Posted on: January 16, 2017, 06:45h. 

Last updated on: January 16, 2017, 06:46h.

Ho-Chunk Inc, the economic development arm of the Winnebago Tribe of Nebraska, has launched a $1 million lawsuit against a firm it alleges botched its campaign to get casino gaming legalized in Nebraska.

Scott Lautenbaugh’s Northstar Sued by Ho-Chunk over Nebraska Casino Campaign
Former Nebraska Senator and attorney for Northstar, Scott Lautenbaugh, says his company will fight the Ho-Chunk lawsuit and he expects to be vindicated. (Image: Nebraska Radio Network)

Last year, Ho-Chunk, along with a group of stakeholders in Nebraska’s embattled racing industry, launched a campaign called “Keep the Money in Nebraska.” It’s aim: to gather enough signatures to force a referendum on casino gaming in the November ballot.

As the name suggests, the group had had quite enough of seeing hard-earned Nebraskan dollars flow east to the casinos of Iowa.
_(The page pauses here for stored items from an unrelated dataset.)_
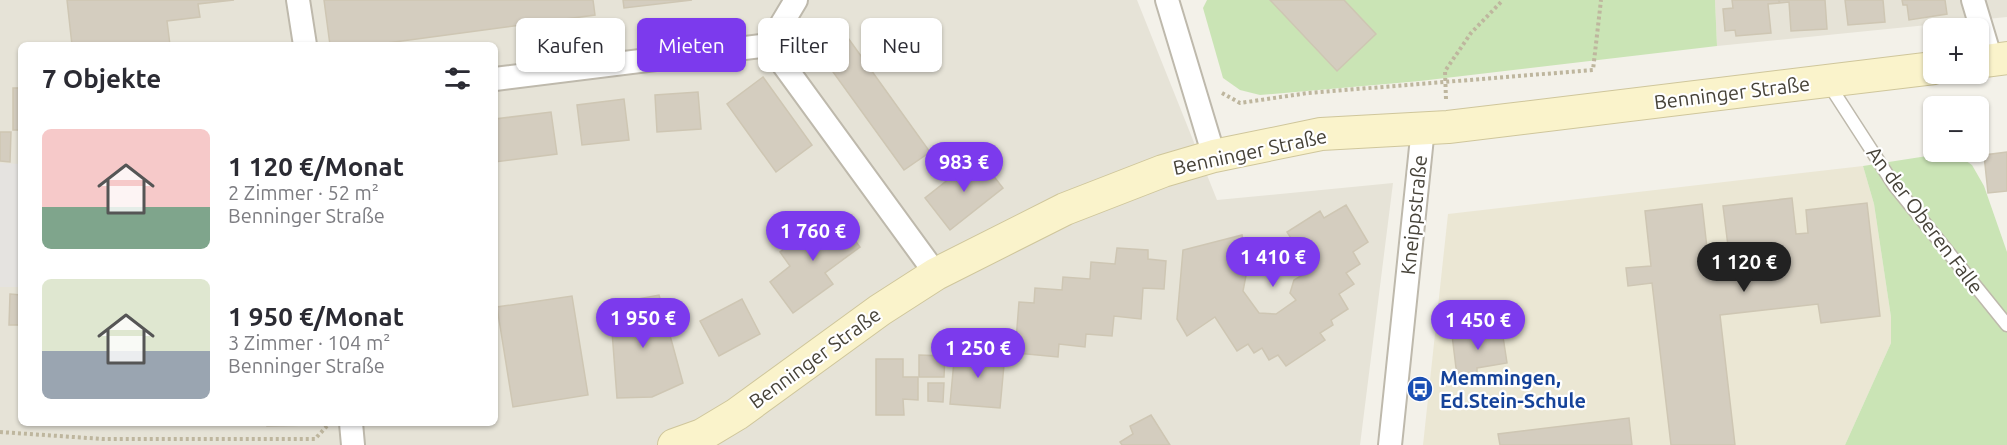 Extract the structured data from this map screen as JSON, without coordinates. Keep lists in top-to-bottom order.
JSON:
{
  "streets": {
    "street": ["Benninger Straße", "Kneippstraße"],
    "lane": ["An der Oberen Falle"]
  },
  "crossings": [
    ["Benninger Straße", "Kneippstraße"],
    ["Benninger Straße", "An der Oberen Falle"]
  ],
  "places": {
    "bus stop": ["Memmingen, Ed.Stein-Schule"]
  },
  "page": {
    "map_buttons": ["+", "−"],
    "chip": [
      "Kaufen",
      "Mieten",
      "Filter",
      "Neu"
    ],
    "heading": "7 Objekte",
    "list": [
      {
        "name": "1 120 €/Monat",
        "note": "2 Zimmer · 52 m² · Benninger Straße"
      },
      {
        "name": "1 950 €/Monat",
        "note": "3 Zimmer · 104 m² · Benninger Straße"
      }
    ],
    "price": [
      "983 €",
      "1 760 €",
      "1 410 €",
      "1 120 €",
      "1 950 €",
      "1 450 €",
      "1 250 €"
    ]
  }
} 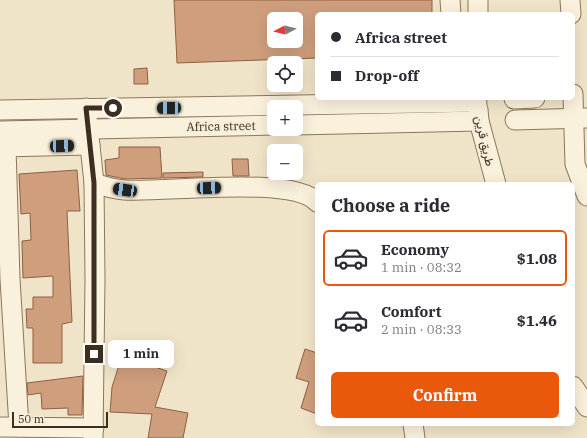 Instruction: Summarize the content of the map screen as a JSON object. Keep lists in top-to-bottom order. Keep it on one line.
{"streets":{"street":["Africa street","طريق قرين"]},"crossings":[["Africa street","طريق قرين"]],"scale_bar":"50 m","north":"left","page":{"map_buttons":["+","−"],"banner":["Africa street","Drop-off"],"heading":"Choose a ride","list":[{"name":"Economy","note":"1 min · 08:32","value":"$1.08"},{"name":"Comfort","note":"2 min · 08:33","value":"$1.46"}],"bubble":"1 min","buttons":"Confirm","scale":"50 m"}} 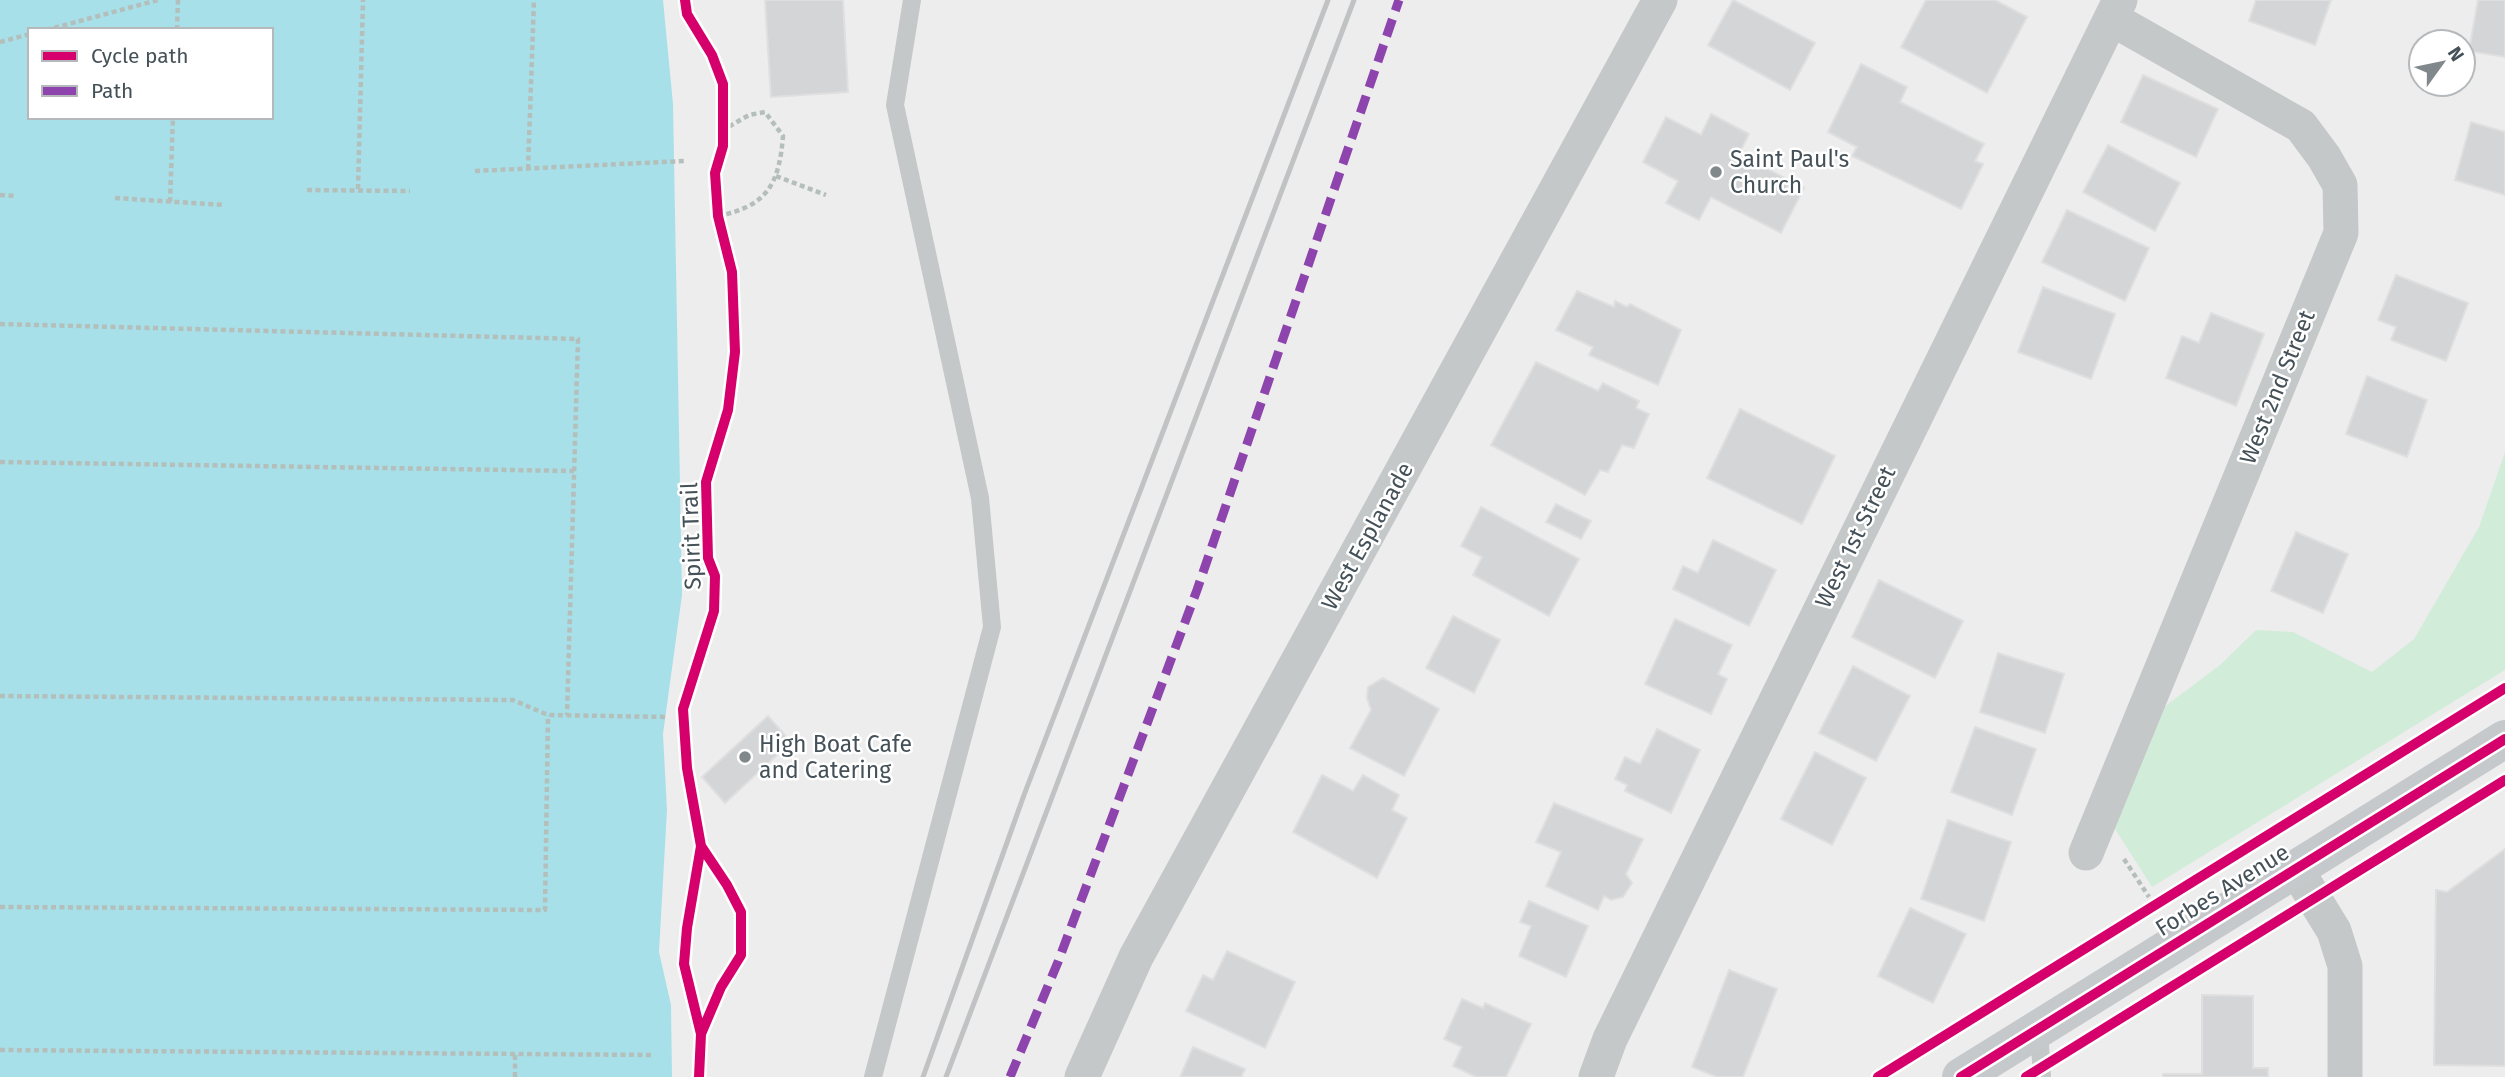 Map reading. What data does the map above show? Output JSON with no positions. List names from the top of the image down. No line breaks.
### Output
{"streets":{"main road":["Forbes Avenue"],"street":["West 2nd Street","West Esplanade","West 1st Street"],"cycle path":["Spirit Trail"]},"crossings":[["West 2nd Street","West 1st Street"]],"places":["Saint Paul's Church","High Boat Cafe and Catering"],"legend":["Cycle path","Path"],"north":"top right"} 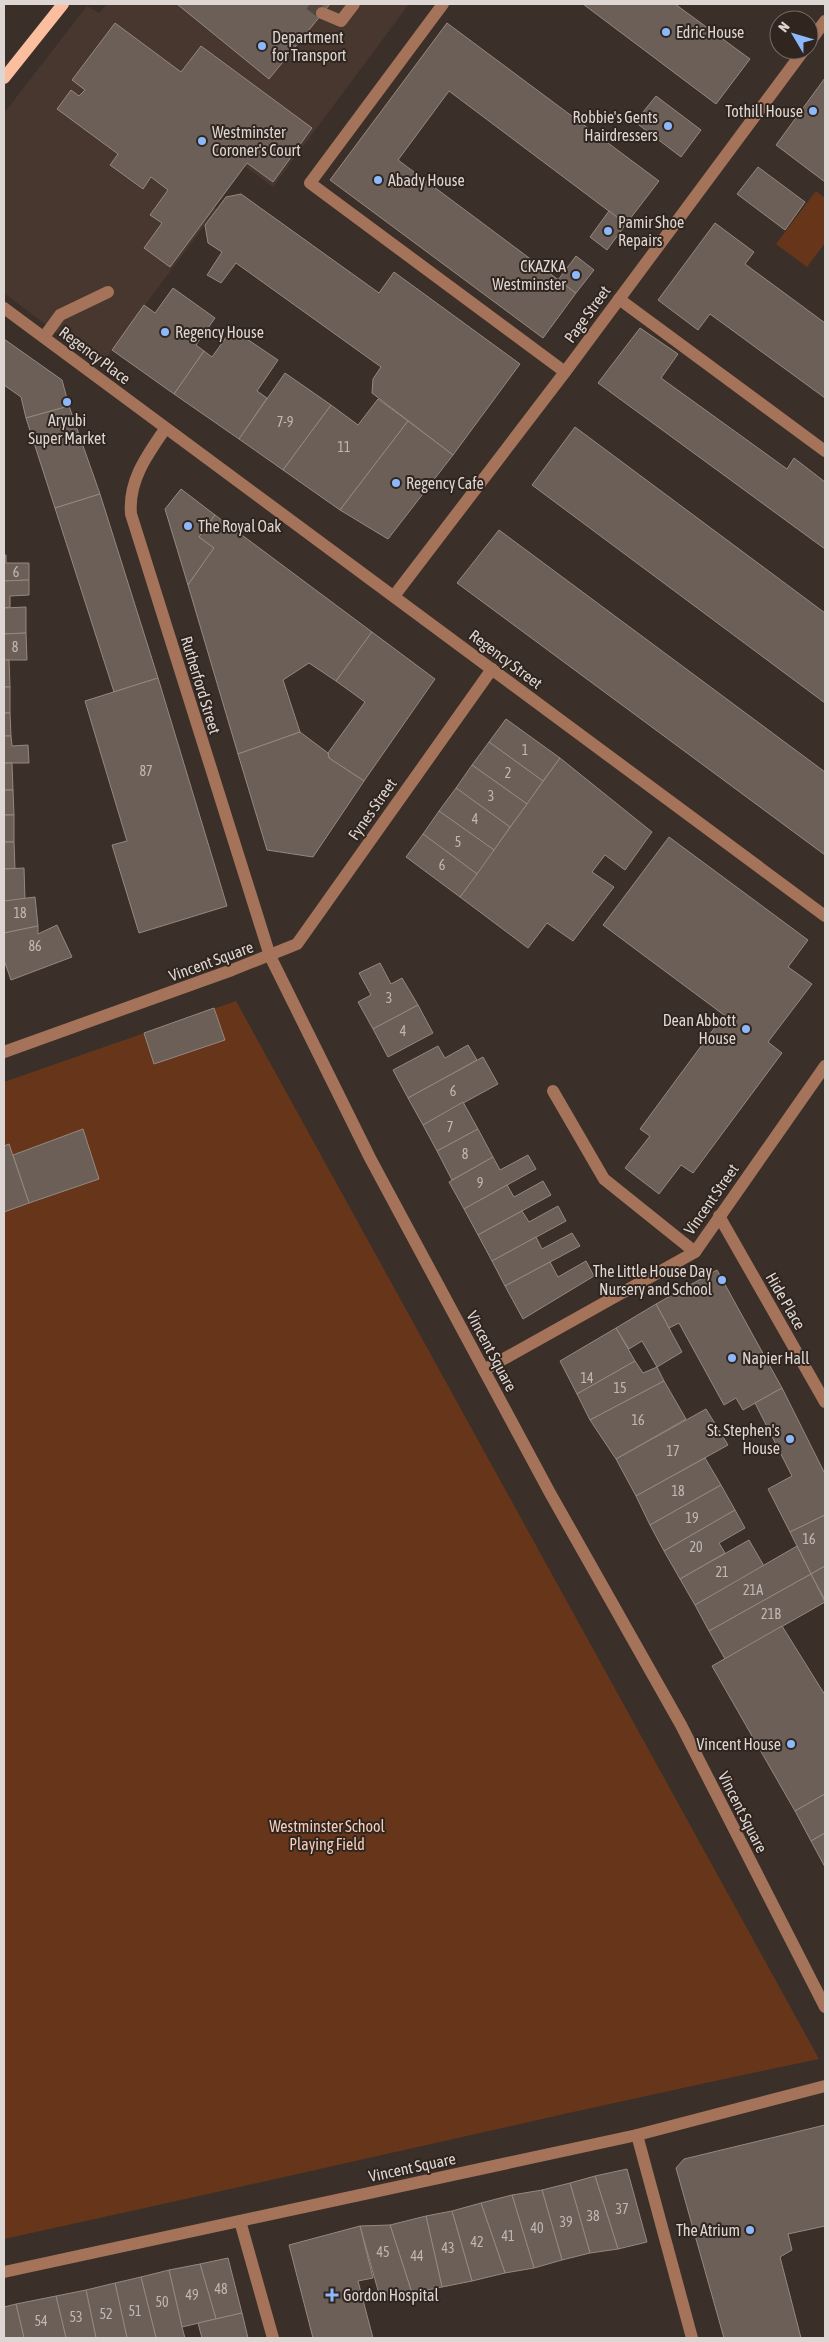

And, meanwhile, Ho-Chunk hoped a favourable outcome would eventually permit it to renovate its Atokad racetrack in South Sioux City into a casino complex.

The group needed the signatures of ten percent of the state’s registered voters to take the issue to ballot, or around 113,900 people. To this end, it enlisted the services of Omaha-based Northstar Campaign Systems.

Freakish Rejection Rate

Initial research undertaken by Northstar was encouraging; a survey found that 57 percent of likely voters “would either vote for, or lean towards voting for, expanded gambling.”

All NorthStar had to do was to turn that data into signatures.

By early July, it looked like Northstar had batted the figures out of the ballpark. Keep the Money in Nebraska delivered its petitions to the legislature in Lincoln in a convoy of hired trucks; a neat visual stunt to emphasize its overwhelming level of support.

But all was not as it seemed. A freakishly high number of signatures, some 35 percent, were rejected as invalid, largely because they were either duplicates or the signatories were not registered to vote.

No Guarantees

The $1.29 million Ho-Chunk had paid Northstar had all been for nothing, and, meanwhile, to add insult to injury, some months later, dozens of copies of signed petitions were found in a dumpster in downtown Omaha.

Now Ho-Chunk wants to claw some of those fees back.      

“But for [Northstar’s] false overstatements to [Ho-Chunk] of the number of signatures gathered and the validation rate of said signatures, [Ho-Chunk] would have terminated the service agreement and would not have continued to make … payments to Northstar,” Ho-Chunk attorney Conly Schulte wrote in the lawsuit.

But Scott Lautenbaugh, a former Nebraska state senator and now spokesperson and attorney for Northstar, said that his company was respected and had worked successfully on high-profile campaigns in the past. Furthermore, he said, Ho-Chunk was never offered any guarantees of success.

“How could anyone [guarantee a result]?” he asked the Omaha World-Herald. “If you could say for certain, you’d be able to predict the future, for God’s sakes.

“Ask Hillary Clinton about that,” he added.